Work instruction →
What is the count of lines in the data that hold the string "shaded"? State the number alone.

Exercise data →

-------

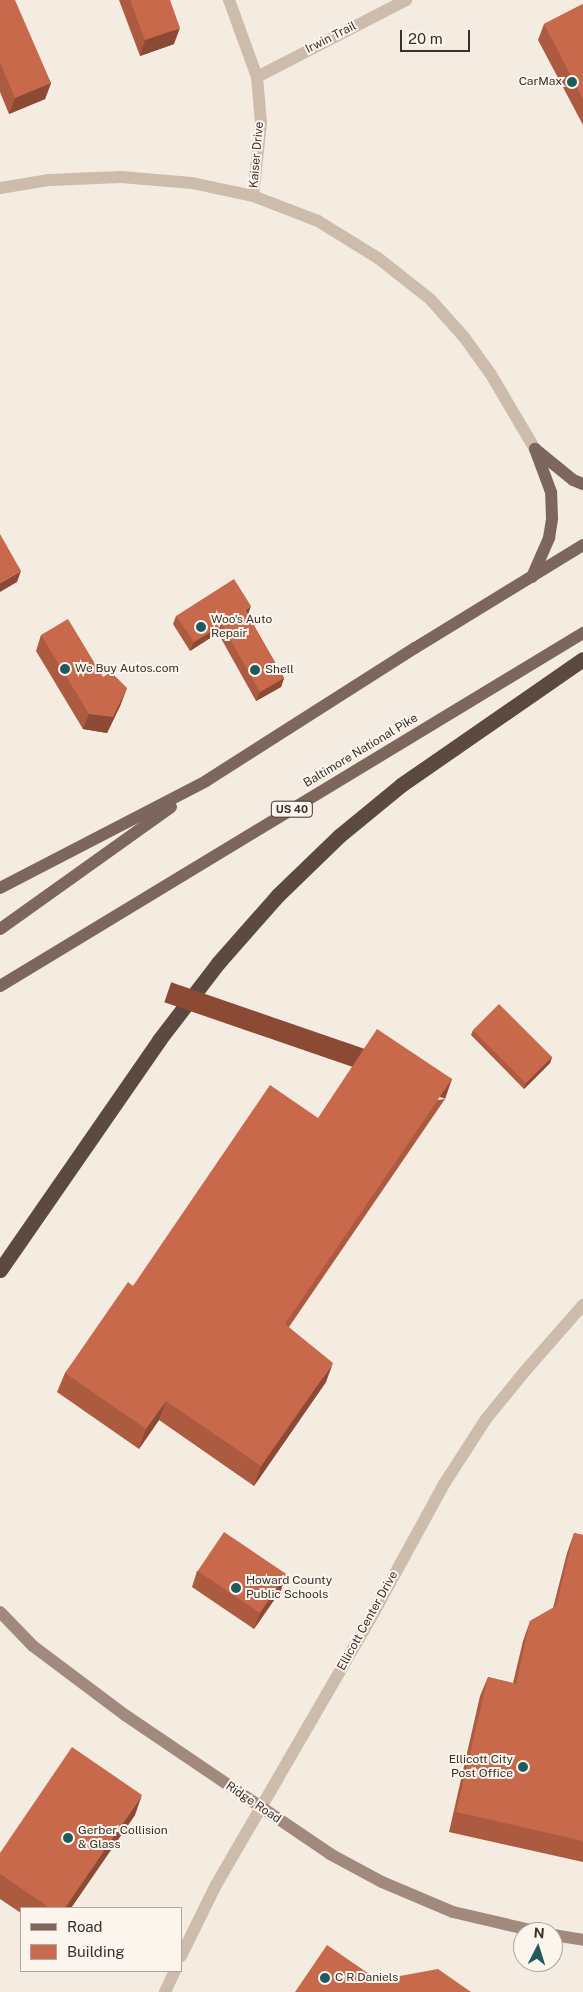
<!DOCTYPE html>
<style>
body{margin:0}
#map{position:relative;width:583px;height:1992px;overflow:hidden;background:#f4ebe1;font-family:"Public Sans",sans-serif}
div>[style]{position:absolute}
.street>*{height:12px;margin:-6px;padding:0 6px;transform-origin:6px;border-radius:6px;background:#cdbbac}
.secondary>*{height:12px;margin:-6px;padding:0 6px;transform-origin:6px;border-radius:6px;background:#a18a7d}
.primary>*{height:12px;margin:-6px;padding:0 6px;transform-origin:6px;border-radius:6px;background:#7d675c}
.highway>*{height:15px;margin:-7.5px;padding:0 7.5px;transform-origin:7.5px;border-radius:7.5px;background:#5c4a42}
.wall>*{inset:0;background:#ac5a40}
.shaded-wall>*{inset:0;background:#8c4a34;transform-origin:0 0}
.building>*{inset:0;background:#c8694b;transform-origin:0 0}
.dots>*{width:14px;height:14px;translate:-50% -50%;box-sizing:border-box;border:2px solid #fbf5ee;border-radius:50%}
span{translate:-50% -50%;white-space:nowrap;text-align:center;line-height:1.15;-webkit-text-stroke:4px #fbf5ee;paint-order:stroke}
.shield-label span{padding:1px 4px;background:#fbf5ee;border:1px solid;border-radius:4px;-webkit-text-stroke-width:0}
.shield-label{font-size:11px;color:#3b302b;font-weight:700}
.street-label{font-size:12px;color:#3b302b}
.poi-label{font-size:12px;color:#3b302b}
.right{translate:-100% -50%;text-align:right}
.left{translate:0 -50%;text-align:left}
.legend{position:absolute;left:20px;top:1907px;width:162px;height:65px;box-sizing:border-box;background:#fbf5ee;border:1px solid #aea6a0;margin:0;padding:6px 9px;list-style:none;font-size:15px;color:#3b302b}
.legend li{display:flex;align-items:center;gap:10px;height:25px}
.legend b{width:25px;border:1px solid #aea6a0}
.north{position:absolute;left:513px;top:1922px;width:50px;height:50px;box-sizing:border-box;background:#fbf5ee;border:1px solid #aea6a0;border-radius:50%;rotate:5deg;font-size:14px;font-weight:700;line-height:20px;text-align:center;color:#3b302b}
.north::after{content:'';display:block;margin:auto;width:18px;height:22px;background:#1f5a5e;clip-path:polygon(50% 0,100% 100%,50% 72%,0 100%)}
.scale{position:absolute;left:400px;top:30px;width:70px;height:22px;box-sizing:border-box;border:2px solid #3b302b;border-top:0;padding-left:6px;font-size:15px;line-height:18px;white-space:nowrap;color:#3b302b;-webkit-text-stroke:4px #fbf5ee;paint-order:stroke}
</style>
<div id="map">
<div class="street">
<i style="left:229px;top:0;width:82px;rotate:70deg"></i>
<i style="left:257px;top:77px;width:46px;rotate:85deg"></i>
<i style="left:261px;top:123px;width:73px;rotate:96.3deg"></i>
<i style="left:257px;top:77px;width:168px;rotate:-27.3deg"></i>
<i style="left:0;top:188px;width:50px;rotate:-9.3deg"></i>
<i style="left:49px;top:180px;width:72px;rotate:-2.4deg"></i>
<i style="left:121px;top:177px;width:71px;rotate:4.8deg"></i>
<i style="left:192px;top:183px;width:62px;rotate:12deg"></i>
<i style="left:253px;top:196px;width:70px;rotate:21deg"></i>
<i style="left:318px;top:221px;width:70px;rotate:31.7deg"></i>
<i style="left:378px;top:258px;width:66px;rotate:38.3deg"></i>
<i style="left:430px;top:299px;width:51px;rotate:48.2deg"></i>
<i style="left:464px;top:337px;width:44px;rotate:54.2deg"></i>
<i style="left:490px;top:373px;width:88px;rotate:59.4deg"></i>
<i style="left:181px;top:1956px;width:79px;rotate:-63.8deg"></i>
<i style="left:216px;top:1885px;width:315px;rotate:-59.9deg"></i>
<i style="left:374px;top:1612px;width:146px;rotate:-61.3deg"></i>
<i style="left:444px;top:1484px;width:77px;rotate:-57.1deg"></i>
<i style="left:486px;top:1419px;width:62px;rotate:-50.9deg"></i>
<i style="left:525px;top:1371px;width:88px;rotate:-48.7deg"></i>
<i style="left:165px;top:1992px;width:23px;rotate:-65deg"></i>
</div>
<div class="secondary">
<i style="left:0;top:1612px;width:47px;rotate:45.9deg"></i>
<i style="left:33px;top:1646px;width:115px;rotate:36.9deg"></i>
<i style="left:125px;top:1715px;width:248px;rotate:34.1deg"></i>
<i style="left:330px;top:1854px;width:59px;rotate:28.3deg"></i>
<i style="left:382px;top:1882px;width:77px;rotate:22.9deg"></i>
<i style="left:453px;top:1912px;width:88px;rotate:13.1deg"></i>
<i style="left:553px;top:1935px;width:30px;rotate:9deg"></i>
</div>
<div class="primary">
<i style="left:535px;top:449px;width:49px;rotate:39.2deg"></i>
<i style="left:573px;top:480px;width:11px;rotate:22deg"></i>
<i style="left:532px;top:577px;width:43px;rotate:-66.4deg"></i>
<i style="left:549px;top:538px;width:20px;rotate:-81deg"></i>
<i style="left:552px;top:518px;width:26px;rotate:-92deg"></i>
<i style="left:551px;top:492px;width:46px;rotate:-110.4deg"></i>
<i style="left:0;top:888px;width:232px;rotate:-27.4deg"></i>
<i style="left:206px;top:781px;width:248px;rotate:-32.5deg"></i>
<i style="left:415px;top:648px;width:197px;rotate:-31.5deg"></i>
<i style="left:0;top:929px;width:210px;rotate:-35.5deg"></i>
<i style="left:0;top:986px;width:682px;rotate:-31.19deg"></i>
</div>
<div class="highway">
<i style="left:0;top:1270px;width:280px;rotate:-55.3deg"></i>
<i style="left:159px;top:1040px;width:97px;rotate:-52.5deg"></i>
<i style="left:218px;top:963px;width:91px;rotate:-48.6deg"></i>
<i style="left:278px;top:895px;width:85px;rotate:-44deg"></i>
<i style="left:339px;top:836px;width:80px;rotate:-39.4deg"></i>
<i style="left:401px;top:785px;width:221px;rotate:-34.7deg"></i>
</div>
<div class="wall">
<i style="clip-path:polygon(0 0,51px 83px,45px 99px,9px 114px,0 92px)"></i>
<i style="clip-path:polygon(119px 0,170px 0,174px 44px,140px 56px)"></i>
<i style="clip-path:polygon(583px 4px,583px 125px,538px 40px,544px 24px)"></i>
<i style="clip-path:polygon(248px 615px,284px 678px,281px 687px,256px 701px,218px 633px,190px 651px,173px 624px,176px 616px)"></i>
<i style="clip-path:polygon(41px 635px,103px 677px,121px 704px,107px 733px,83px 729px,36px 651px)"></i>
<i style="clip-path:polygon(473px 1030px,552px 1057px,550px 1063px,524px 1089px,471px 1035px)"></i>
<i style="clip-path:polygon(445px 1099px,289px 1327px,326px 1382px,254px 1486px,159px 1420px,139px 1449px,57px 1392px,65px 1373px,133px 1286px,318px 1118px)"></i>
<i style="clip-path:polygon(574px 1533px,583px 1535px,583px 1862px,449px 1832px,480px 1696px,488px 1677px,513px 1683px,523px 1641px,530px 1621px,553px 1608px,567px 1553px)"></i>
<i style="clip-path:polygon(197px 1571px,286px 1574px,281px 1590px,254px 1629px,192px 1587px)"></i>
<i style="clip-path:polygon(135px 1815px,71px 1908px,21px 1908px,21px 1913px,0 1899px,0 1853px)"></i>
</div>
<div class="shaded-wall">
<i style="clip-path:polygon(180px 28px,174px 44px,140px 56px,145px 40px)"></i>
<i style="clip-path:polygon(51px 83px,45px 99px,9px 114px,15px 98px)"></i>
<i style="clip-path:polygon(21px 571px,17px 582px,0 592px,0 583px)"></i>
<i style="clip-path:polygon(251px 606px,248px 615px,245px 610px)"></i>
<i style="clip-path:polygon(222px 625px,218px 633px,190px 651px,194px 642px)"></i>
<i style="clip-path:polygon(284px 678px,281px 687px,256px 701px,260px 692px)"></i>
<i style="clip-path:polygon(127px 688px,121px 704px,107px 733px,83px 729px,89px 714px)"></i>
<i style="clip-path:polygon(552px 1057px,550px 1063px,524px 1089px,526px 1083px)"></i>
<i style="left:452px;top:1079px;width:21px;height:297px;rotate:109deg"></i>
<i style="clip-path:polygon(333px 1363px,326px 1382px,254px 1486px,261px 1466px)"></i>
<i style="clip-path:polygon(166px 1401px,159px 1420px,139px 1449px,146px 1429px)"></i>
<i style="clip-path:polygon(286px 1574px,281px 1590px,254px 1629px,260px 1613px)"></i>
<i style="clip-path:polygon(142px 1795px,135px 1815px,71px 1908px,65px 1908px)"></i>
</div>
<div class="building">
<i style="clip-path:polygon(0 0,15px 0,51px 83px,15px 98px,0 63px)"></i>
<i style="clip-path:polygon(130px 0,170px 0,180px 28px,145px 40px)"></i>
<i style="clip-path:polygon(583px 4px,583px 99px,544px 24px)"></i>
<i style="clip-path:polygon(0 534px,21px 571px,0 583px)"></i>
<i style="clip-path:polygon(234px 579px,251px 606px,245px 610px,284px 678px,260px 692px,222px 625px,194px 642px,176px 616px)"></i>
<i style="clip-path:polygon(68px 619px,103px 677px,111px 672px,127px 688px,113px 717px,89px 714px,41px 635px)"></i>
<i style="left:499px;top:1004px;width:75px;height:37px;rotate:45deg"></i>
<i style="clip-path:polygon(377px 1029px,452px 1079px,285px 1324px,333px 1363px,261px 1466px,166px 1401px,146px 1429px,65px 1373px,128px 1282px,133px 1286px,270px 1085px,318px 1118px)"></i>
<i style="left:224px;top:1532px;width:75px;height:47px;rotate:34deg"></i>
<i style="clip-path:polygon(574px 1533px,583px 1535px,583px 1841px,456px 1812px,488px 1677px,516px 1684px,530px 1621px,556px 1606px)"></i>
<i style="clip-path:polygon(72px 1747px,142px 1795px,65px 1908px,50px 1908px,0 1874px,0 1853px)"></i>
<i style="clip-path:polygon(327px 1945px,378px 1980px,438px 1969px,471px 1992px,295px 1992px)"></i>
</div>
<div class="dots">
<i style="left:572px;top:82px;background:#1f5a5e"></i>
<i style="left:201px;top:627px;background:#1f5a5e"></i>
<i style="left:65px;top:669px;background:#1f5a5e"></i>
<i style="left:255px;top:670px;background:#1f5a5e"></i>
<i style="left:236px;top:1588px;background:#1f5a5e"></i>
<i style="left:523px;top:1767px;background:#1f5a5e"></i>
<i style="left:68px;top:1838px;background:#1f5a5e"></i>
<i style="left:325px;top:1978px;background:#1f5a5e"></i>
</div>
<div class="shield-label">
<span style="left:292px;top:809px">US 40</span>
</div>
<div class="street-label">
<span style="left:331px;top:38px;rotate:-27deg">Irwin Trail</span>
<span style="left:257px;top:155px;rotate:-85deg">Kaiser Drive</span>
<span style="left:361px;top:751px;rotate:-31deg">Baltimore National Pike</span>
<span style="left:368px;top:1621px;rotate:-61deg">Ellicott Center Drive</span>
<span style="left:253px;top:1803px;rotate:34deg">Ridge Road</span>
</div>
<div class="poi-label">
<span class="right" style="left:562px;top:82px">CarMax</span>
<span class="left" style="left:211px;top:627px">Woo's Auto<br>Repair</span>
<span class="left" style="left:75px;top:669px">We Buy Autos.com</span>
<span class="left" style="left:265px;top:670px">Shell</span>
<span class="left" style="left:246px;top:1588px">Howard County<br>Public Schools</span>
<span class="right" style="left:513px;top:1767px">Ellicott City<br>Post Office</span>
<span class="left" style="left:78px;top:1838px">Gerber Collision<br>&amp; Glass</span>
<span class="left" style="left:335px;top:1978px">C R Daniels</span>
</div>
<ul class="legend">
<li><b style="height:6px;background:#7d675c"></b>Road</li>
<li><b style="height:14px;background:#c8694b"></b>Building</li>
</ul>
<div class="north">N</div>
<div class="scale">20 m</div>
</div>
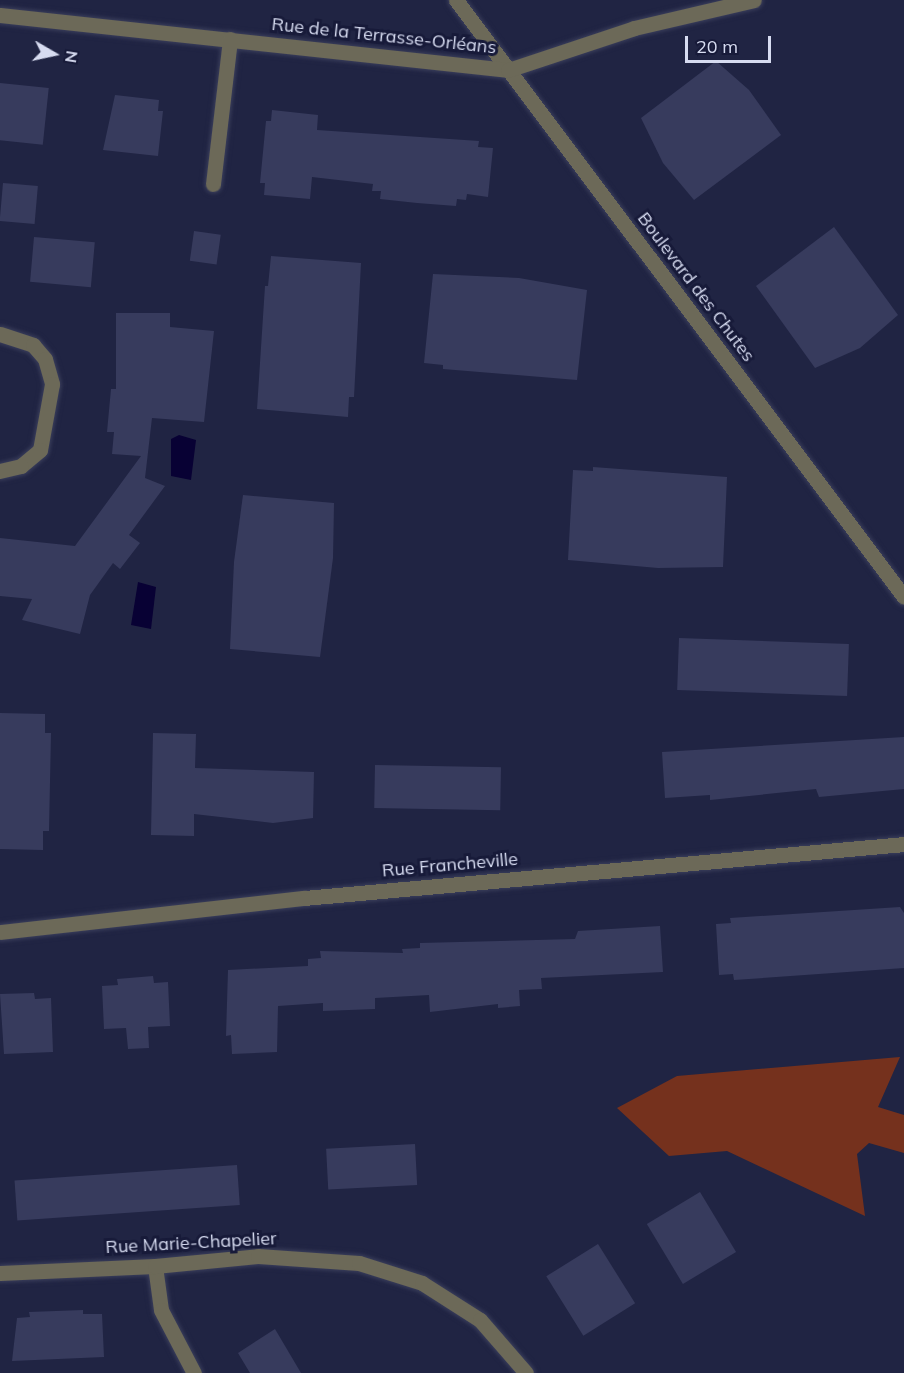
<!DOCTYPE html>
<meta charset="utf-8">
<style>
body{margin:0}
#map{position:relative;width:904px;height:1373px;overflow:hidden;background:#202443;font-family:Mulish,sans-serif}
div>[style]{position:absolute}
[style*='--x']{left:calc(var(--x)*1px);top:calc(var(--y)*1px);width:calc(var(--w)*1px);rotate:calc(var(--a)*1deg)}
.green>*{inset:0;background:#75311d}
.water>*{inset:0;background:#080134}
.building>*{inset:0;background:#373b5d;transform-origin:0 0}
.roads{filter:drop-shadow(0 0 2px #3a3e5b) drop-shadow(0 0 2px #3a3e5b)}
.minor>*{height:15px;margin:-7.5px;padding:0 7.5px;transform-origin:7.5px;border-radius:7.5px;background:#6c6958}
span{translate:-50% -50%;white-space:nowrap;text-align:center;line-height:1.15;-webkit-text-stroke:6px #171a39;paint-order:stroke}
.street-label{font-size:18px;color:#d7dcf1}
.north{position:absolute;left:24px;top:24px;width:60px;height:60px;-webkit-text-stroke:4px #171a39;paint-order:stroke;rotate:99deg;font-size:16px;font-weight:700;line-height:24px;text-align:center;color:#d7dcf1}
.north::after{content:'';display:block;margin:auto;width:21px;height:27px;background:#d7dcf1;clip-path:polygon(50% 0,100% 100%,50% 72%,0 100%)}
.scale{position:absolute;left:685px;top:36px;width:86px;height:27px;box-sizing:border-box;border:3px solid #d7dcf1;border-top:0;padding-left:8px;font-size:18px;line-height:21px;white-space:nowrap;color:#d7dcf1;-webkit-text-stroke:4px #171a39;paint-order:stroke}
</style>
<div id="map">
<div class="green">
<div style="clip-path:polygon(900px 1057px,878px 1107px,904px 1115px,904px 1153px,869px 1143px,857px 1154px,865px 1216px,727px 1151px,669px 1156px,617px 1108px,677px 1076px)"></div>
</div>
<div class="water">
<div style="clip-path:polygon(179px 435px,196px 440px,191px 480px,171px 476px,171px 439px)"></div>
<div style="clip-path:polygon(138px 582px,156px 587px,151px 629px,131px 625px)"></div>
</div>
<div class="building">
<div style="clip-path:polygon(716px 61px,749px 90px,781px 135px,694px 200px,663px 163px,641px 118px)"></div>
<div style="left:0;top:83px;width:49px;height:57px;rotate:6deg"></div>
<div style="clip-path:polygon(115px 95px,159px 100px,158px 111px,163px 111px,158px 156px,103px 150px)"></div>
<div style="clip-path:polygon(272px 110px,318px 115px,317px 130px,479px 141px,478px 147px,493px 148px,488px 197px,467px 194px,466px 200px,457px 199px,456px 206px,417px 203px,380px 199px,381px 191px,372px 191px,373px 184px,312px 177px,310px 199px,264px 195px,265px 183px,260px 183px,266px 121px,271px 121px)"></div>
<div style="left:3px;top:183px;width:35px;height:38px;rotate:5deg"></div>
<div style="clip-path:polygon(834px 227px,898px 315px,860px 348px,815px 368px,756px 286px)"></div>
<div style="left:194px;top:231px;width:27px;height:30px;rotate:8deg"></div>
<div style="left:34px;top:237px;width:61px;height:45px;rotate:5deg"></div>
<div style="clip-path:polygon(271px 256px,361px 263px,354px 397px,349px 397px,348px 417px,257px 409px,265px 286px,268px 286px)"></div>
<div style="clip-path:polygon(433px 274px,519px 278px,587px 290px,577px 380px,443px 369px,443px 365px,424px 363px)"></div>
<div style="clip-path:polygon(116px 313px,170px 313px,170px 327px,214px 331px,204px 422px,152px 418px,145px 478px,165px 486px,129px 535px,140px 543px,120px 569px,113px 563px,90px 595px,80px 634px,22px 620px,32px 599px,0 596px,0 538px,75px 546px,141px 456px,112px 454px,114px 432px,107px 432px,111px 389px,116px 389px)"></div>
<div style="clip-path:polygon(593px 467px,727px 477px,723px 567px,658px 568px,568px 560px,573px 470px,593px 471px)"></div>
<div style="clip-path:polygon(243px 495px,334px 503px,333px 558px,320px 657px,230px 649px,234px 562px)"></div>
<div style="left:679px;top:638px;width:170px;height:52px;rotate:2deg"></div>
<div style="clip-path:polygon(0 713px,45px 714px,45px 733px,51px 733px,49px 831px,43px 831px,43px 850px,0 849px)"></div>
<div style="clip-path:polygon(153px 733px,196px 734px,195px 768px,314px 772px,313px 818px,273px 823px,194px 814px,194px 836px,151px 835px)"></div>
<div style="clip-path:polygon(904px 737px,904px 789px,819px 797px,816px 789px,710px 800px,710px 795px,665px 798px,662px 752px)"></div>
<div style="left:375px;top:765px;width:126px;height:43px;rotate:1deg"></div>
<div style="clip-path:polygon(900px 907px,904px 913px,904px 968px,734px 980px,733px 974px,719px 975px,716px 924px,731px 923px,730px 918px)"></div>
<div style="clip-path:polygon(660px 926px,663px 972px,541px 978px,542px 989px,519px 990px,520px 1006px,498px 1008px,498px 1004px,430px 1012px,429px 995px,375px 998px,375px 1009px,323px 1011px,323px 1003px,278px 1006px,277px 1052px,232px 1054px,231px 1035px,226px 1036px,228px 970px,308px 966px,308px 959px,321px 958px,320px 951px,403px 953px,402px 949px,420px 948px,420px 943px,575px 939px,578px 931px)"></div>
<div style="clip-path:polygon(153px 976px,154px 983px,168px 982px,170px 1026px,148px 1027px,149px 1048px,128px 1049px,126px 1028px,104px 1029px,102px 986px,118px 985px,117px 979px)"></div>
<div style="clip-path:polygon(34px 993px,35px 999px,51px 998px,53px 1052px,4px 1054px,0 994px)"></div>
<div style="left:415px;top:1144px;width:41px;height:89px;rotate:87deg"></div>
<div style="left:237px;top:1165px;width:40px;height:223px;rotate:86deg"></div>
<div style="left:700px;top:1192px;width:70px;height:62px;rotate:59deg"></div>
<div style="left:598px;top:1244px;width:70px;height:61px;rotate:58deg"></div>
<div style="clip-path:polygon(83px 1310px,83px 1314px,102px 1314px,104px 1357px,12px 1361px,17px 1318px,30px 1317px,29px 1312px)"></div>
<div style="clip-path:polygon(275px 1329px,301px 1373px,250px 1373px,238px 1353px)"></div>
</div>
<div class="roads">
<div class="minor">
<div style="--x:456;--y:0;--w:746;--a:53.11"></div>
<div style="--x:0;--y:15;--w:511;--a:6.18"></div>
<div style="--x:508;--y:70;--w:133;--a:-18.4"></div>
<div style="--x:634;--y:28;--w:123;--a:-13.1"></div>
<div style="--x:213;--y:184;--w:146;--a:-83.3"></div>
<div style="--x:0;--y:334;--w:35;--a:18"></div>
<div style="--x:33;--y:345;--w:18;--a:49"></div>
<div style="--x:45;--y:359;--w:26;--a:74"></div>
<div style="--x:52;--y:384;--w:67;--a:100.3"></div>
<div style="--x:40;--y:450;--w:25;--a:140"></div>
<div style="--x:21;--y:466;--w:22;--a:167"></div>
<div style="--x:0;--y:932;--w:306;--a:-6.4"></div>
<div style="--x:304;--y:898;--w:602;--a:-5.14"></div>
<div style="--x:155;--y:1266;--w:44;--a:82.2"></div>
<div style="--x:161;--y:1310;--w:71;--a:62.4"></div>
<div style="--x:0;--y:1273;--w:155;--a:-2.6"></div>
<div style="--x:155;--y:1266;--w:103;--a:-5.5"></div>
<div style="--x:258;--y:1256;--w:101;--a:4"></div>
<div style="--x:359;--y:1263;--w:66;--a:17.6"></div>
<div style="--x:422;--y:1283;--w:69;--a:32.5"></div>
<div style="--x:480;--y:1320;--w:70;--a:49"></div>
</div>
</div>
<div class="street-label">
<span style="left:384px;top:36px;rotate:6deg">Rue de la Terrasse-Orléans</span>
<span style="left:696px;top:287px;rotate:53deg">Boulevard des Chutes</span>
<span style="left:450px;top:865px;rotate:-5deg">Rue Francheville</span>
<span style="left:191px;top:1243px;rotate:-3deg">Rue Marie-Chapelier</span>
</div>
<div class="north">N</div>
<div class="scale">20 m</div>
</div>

-------

Reply to the exercise →
2